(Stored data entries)
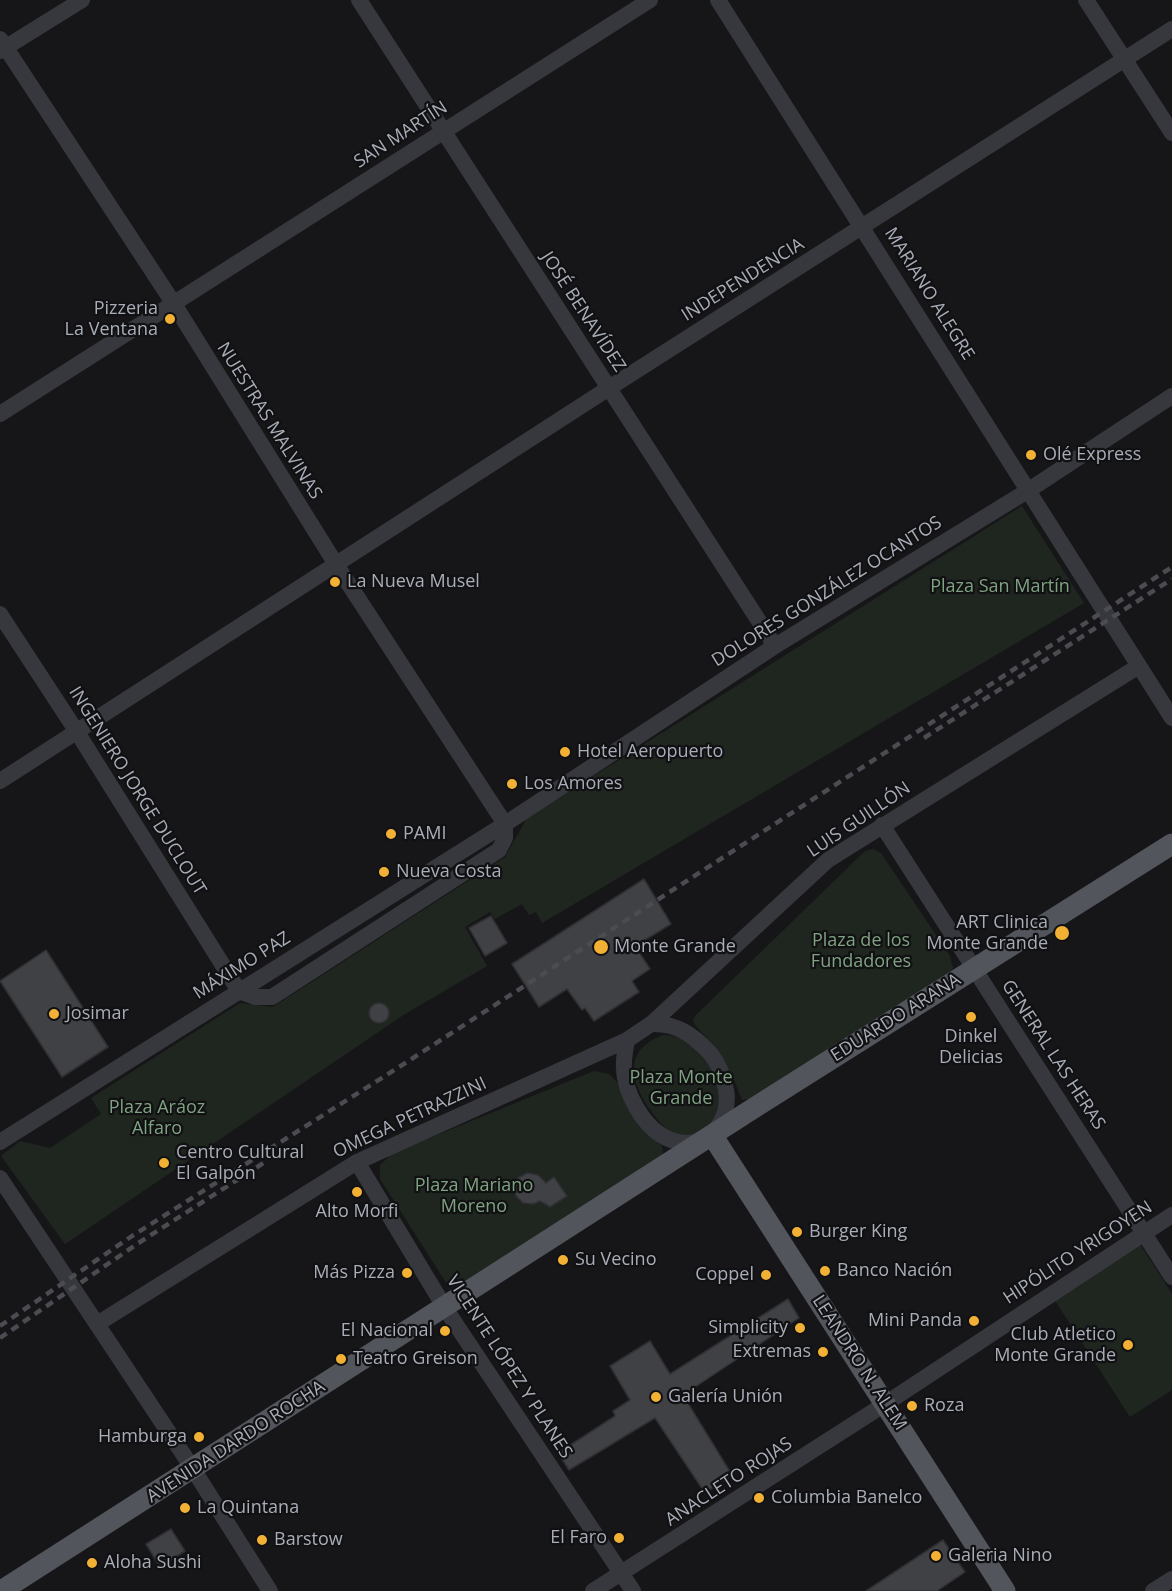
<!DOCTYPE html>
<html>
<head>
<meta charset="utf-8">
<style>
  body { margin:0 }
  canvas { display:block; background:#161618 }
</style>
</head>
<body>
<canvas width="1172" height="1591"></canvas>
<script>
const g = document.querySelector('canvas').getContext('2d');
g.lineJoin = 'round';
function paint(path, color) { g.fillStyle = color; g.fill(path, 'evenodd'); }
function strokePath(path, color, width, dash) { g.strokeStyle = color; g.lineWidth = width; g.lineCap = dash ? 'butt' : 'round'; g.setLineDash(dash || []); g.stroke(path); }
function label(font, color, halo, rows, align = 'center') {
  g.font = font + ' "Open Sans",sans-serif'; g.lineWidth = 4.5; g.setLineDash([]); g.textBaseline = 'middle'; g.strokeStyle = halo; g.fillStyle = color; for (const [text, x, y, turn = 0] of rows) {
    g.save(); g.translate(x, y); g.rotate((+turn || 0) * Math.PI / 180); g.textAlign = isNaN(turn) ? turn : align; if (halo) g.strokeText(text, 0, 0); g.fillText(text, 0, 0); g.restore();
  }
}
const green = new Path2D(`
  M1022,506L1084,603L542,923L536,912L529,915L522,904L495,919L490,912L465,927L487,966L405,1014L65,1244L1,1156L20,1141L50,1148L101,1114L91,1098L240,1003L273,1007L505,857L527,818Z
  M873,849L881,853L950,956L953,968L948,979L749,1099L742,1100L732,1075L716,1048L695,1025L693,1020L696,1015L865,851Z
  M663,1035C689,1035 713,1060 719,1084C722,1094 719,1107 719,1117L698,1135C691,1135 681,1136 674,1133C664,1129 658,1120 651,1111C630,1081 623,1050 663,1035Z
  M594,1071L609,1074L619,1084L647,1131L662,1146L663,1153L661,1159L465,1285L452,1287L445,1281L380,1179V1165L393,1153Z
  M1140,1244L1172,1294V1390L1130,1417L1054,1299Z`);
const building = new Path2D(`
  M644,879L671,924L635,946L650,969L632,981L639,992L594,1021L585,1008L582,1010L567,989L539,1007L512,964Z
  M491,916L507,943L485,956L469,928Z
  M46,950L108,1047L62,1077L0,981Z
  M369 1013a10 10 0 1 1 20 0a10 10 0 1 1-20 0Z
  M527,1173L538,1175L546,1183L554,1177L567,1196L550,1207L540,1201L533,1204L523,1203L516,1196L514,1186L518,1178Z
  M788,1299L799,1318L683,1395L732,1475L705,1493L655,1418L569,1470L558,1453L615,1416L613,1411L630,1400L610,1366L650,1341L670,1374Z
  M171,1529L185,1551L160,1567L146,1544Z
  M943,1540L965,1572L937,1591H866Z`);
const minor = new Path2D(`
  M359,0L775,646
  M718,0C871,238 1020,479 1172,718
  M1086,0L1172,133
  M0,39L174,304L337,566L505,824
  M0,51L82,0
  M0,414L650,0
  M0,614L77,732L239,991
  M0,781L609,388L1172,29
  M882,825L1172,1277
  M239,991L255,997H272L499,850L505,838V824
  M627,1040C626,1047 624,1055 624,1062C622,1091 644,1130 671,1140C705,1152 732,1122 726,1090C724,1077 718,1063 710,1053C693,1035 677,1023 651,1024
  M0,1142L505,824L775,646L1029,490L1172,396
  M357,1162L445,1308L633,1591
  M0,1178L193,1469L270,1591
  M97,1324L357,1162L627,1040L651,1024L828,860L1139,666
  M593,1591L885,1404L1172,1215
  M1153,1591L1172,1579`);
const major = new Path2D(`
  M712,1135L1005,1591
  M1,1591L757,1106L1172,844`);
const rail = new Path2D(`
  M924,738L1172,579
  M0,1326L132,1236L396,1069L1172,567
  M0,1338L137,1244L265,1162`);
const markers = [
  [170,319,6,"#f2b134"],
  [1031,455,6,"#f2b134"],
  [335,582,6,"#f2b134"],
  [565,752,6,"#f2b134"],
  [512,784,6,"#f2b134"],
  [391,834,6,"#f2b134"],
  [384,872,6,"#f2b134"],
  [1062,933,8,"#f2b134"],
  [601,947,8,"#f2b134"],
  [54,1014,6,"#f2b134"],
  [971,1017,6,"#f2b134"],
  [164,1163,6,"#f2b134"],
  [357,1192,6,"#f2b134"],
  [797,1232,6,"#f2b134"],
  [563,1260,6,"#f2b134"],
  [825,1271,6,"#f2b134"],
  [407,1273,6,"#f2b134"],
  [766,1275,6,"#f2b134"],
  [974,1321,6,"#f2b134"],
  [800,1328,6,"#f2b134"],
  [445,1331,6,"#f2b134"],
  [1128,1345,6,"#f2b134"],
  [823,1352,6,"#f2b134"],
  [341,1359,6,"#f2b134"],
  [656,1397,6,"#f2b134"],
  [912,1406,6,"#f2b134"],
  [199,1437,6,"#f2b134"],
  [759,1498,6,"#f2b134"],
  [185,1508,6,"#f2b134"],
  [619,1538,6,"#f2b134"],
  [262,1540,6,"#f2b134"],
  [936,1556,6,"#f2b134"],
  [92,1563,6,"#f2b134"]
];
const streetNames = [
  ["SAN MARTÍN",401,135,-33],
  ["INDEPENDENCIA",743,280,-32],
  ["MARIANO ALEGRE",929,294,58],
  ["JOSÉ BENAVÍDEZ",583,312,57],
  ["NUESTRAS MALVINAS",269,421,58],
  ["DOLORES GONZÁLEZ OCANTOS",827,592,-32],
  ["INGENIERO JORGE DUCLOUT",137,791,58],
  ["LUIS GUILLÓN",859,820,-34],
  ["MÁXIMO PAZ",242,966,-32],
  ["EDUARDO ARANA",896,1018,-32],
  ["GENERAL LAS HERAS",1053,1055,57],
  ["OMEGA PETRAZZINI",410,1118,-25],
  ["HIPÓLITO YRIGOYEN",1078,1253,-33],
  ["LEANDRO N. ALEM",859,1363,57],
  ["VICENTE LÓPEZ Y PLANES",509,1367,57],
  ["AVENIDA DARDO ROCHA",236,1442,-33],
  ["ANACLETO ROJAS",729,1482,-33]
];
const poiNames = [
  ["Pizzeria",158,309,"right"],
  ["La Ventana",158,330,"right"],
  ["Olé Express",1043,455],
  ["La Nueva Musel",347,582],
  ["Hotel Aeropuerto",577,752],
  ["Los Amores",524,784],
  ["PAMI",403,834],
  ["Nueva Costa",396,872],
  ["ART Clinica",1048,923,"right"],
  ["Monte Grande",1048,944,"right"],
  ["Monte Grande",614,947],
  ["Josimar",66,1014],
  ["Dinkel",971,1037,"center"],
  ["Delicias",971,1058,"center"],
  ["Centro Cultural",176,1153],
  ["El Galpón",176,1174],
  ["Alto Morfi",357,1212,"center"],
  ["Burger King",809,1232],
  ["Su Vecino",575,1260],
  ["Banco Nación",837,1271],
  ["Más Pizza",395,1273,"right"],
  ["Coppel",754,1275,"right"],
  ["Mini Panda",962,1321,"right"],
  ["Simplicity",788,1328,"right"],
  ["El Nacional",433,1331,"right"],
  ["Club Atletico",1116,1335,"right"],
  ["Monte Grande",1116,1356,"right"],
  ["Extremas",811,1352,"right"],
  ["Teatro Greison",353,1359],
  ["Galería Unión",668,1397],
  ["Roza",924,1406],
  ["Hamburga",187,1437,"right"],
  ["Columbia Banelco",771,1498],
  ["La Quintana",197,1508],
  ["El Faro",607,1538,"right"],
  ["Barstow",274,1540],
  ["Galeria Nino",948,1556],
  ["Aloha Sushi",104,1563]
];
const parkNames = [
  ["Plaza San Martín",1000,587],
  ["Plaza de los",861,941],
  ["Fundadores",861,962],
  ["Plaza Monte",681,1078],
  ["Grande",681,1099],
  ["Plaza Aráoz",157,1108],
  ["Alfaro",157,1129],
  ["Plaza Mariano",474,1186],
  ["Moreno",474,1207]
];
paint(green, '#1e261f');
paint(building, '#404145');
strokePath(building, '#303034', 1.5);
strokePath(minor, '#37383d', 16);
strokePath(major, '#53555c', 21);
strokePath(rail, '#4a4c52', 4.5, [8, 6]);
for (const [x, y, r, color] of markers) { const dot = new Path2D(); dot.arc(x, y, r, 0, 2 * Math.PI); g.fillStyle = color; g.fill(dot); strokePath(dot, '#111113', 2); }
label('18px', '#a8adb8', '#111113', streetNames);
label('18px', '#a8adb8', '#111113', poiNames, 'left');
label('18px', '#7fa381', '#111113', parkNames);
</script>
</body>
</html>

* [What is required]: Would you copy every line of the entries in which "rows" appears?

* [Task answer]:
function label(font, color, halo, rows, align = 'center') {
  g.font = font + ' "Open Sans",sans-serif'; g.lineWidth = 4.5; g.setLineDash([]); g.textBaseline = 'middle'; g.strokeStyle = halo; g.fillStyle = color; for (const [text, x, y, turn = 0] of rows) {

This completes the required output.